Although the entries contain pictures, repeat only their words, exactly as written.
--------------------------------
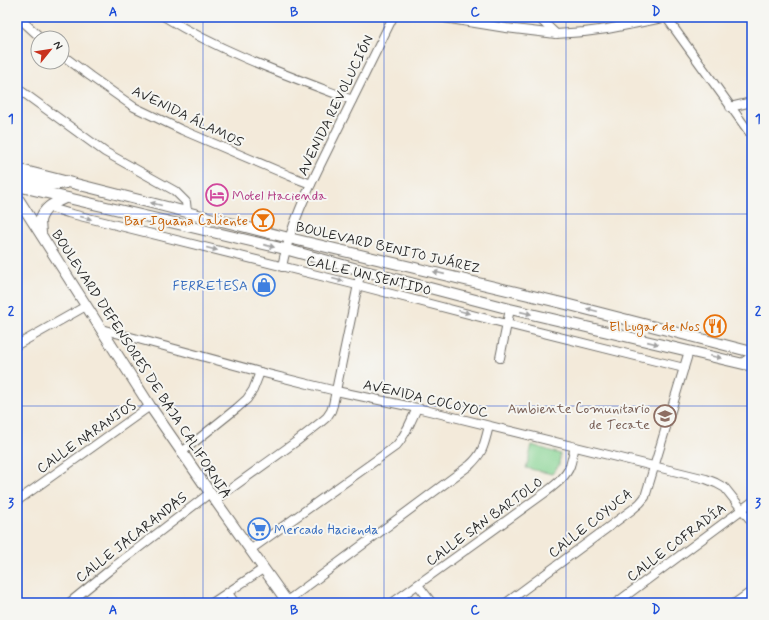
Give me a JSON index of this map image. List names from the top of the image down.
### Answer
{
  "streets": {
    "main road": ["BOULEVARD BENITO JUÁREZ", "BOULEVARD DEFENSORES DE BAJA CALIFORNIA"],
    "street": [
      "AVENIDA REVOLUCIÓN",
      "AVENIDA ÁLAMOS",
      "CALLE UN SENTIDO",
      "AVENIDA COCOYOC",
      "CALLE NARANJOS",
      "CALLE SAN BARTOLO",
      "CALLE COYUCA",
      "CALLE JACARANDAS",
      "CALLE COFRADÍA"
    ]
  },
  "crossings": [
    ["AVENIDA REVOLUCIÓN", "AVENIDA ÁLAMOS"],
    ["AVENIDA REVOLUCIÓN", "BOULEVARD BENITO JUÁREZ"],
    ["AVENIDA REVOLUCIÓN", "CALLE UN SENTIDO"],
    ["BOULEVARD BENITO JUÁREZ", "CALLE COYUCA"],
    ["BOULEVARD BENITO JUÁREZ", "CALLE JACARANDAS"],
    ["CALLE UN SENTIDO", "CALLE COYUCA"],
    ["CALLE UN SENTIDO", "CALLE JACARANDAS"],
    ["BOULEVARD DEFENSORES DE BAJA CALIFORNIA", "AVENIDA COCOYOC"],
    ["BOULEVARD DEFENSORES DE BAJA CALIFORNIA", "CALLE NARANJOS"],
    ["BOULEVARD DEFENSORES DE BAJA CALIFORNIA", "CALLE JACARANDAS"],
    ["AVENIDA COCOYOC", "CALLE SAN BARTOLO"],
    ["AVENIDA COCOYOC", "CALLE COYUCA"],
    ["AVENIDA COCOYOC", "CALLE JACARANDAS"],
    ["AVENIDA COCOYOC", "CALLE COFRADÍA"]
  ],
  "one_way": ["CALLE UN SENTIDO"],
  "places": {
    "hotel": ["Motel Hacienda"],
    "bar": ["Bar Iguana Caliente"],
    "shop": ["FERRETESA"],
    "restaurant": ["El Lugar de Nos"],
    "school or university": ["Ambiente Comunitario de Tecate"],
    "supermarket": ["Mercado Hacienda"]
  },
  "north": "top right",
  "grid": {
    "columns": [
      "A",
      "B",
      "C",
      "D"
    ],
    "rows": ["1", "2", "3"]
  }
}
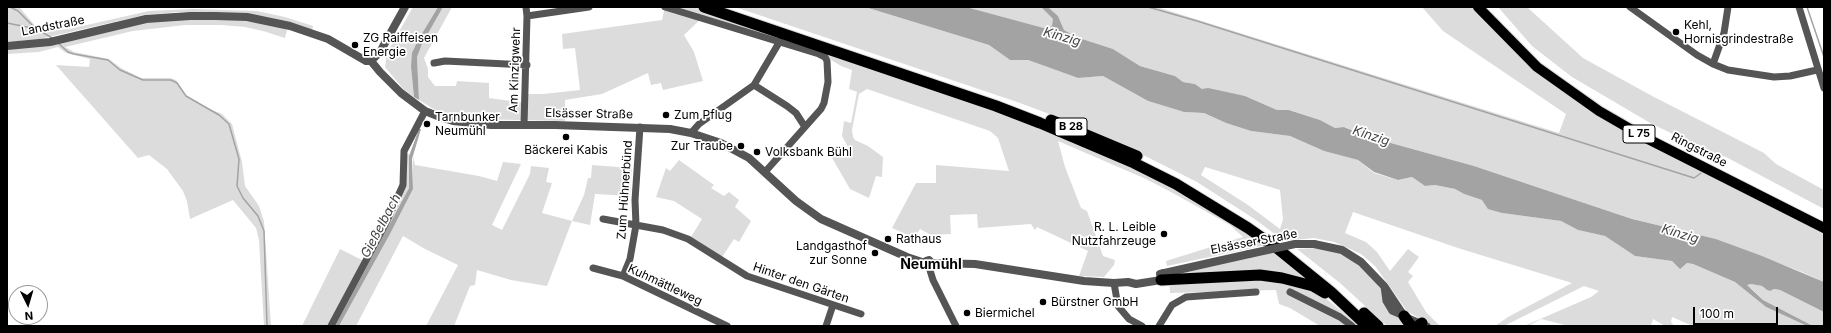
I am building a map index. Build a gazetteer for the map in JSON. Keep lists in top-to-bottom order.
{
  "streets": {
    "highway": ["B 28"],
    "main road": ["L 75", "Ringstraße"],
    "street": [
      "Landstraße",
      "Am Kinzigwehr",
      "Elsässer Straße",
      "Zum Hühnerbünd",
      "Hinter den Gärten",
      "Kuhmättleweg"
    ]
  },
  "crossings": [
    ["Landstraße", "Elsässer Straße"],
    ["Am Kinzigwehr", "Elsässer Straße"],
    ["Elsässer Straße", "Zum Hühnerbünd"],
    ["Zum Hühnerbünd", "Hinter den Gärten"],
    ["Zum Hühnerbünd", "Kuhmättleweg"]
  ],
  "districts": ["Neumühl"],
  "water": ["Kinzig", "Gießelbach"],
  "places": [
    "Kehl, Hornisgrindestraße",
    "ZG Raiffeisen Energie",
    "Zum Pflug",
    "Tarnbunker Neumühl",
    "Bäckerei Kabis",
    "Zur Traube",
    "Volksbank Bühl",
    "R. L. Leible Nutzfahrzeuge",
    "Rathaus",
    "Landgasthof zur Sonne",
    "Bürstner GmbH",
    "Biermichel"
  ],
  "scale_bar": "100 m",
  "north": "bottom"
}
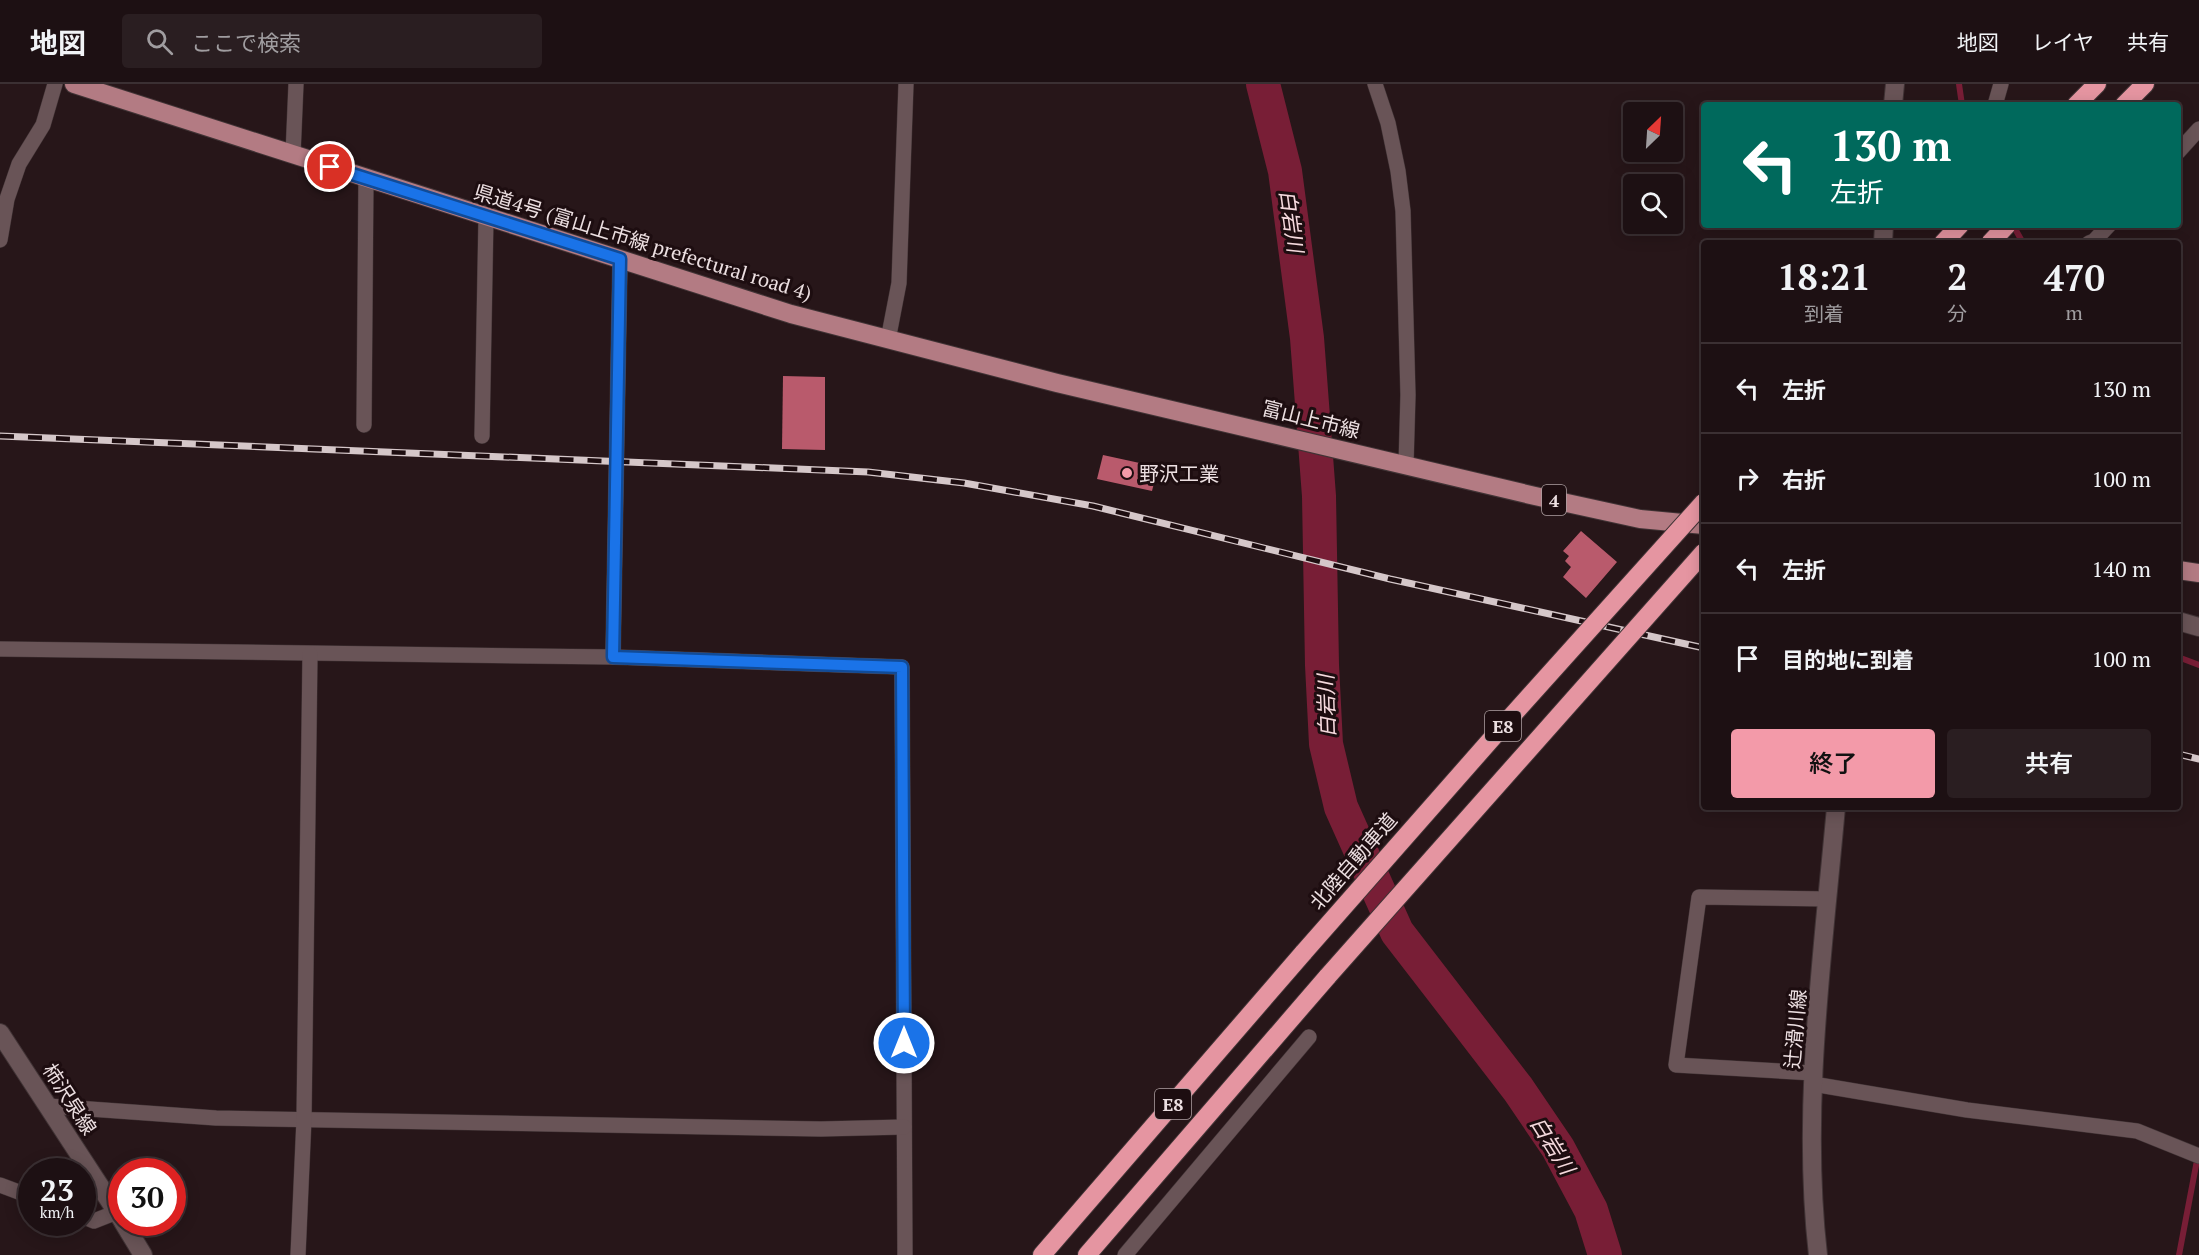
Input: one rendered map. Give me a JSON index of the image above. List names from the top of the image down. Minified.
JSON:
{"streets":{"highway":["E8","北陸自動車道"],"main road":["県道4号 (富山上市線 prefectural road 4)","富山上市線","4","辻滑川線","柿沢泉線"]},"crossings":[["県道4号 (富山上市線 prefectural road 4)","富山上市線"],["富山上市線","4"]],"water":["白岩川"],"places":["野沢工業"],"north":"top right","page":{"header":"地図","search":"ここで検索","nav":["地図","レイヤ","共有"],"turn":["130 m","左折"],"eta":["18:21","到着","2","分","470","m"],"list":[{"name":"左折","value":"130 m"},{"name":"右折","value":"100 m"},{"name":"左折","value":"140 m"},{"name":"目的地に到着","value":"100 m"}],"buttons":["終了","共有"],"speed":"23 km/h","limit":"30"}}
--------------------------------
Expected answer ::
Give me a JSON index of this map image. List names from the top of the image down.
### Answer
{
  "streets": {
    "main road": ["BOULEVARD BENITO JUÁREZ", "BOULEVARD DEFENSORES DE BAJA CALIFORNIA"],
    "street": [
      "AVENIDA REVOLUCIÓN",
      "AVENIDA ÁLAMOS",
      "CALLE UN SENTIDO",
      "AVENIDA COCOYOC",
      "CALLE NARANJOS",
      "CALLE SAN BARTOLO",
      "CALLE COYUCA",
      "CALLE JACARANDAS",
      "CALLE COFRADÍA"
    ]
  },
  "crossings": [
    ["AVENIDA REVOLUCIÓN", "AVENIDA ÁLAMOS"],
    ["AVENIDA REVOLUCIÓN", "BOULEVARD BENITO JUÁREZ"],
    ["AVENIDA REVOLUCIÓN", "CALLE UN SENTIDO"],
    ["BOULEVARD BENITO JUÁREZ", "CALLE COYUCA"],
    ["BOULEVARD BENITO JUÁREZ", "CALLE JACARANDAS"],
    ["CALLE UN SENTIDO", "CALLE COYUCA"],
    ["CALLE UN SENTIDO", "CALLE JACARANDAS"],
    ["BOULEVARD DEFENSORES DE BAJA CALIFORNIA", "AVENIDA COCOYOC"],
    ["BOULEVARD DEFENSORES DE BAJA CALIFORNIA", "CALLE NARANJOS"],
    ["BOULEVARD DEFENSORES DE BAJA CALIFORNIA", "CALLE JACARANDAS"],
    ["AVENIDA COCOYOC", "CALLE SAN BARTOLO"],
    ["AVENIDA COCOYOC", "CALLE COYUCA"],
    ["AVENIDA COCOYOC", "CALLE JACARANDAS"],
    ["AVENIDA COCOYOC", "CALLE COFRADÍA"]
  ],
  "one_way": ["CALLE UN SENTIDO"],
  "places": {
    "hotel": ["Motel Hacienda"],
    "bar": ["Bar Iguana Caliente"],
    "shop": ["FERRETESA"],
    "restaurant": ["El Lugar de Nos"],
    "school or university": ["Ambiente Comunitario de Tecate"],
    "supermarket": ["Mercado Hacienda"]
  },
  "north": "top right",
  "grid": {
    "columns": [
      "A",
      "B",
      "C",
      "D"
    ],
    "rows": ["1", "2", "3"]
  }
}
I am building a map index. Build a gazetteer for the map in JSON. Keep lists in top-to-bottom order.
{
  "streets": {
    "highway": ["B 28"],
    "main road": ["L 75", "Ringstraße"],
    "street": [
      "Landstraße",
      "Am Kinzigwehr",
      "Elsässer Straße",
      "Zum Hühnerbünd",
      "Hinter den Gärten",
      "Kuhmättleweg"
    ]
  },
  "crossings": [
    ["Landstraße", "Elsässer Straße"],
    ["Am Kinzigwehr", "Elsässer Straße"],
    ["Elsässer Straße", "Zum Hühnerbünd"],
    ["Zum Hühnerbünd", "Hinter den Gärten"],
    ["Zum Hühnerbünd", "Kuhmättleweg"]
  ],
  "districts": ["Neumühl"],
  "water": ["Kinzig", "Gießelbach"],
  "places": [
    "Kehl, Hornisgrindestraße",
    "ZG Raiffeisen Energie",
    "Zum Pflug",
    "Tarnbunker Neumühl",
    "Bäckerei Kabis",
    "Zur Traube",
    "Volksbank Bühl",
    "R. L. Leible Nutzfahrzeuge",
    "Rathaus",
    "Landgasthof zur Sonne",
    "Bürstner GmbH",
    "Biermichel"
  ],
  "scale_bar": "100 m",
  "north": "bottom"
}
Input: one rendered map. Give me a JSON index of the image above. List names from the top of the image down. Minified.
JSON:
{"streets":{"highway":["E8","北陸自動車道"],"main road":["県道4号 (富山上市線 prefectural road 4)","富山上市線","4","辻滑川線","柿沢泉線"]},"crossings":[["県道4号 (富山上市線 prefectural road 4)","富山上市線"],["富山上市線","4"]],"water":["白岩川"],"places":["野沢工業"],"north":"top right","page":{"header":"地図","search":"ここで検索","nav":["地図","レイヤ","共有"],"turn":["130 m","左折"],"eta":["18:21","到着","2","分","470","m"],"list":[{"name":"左折","value":"130 m"},{"name":"右折","value":"100 m"},{"name":"左折","value":"140 m"},{"name":"目的地に到着","value":"100 m"}],"buttons":["終了","共有"],"speed":"23 km/h","limit":"30"}}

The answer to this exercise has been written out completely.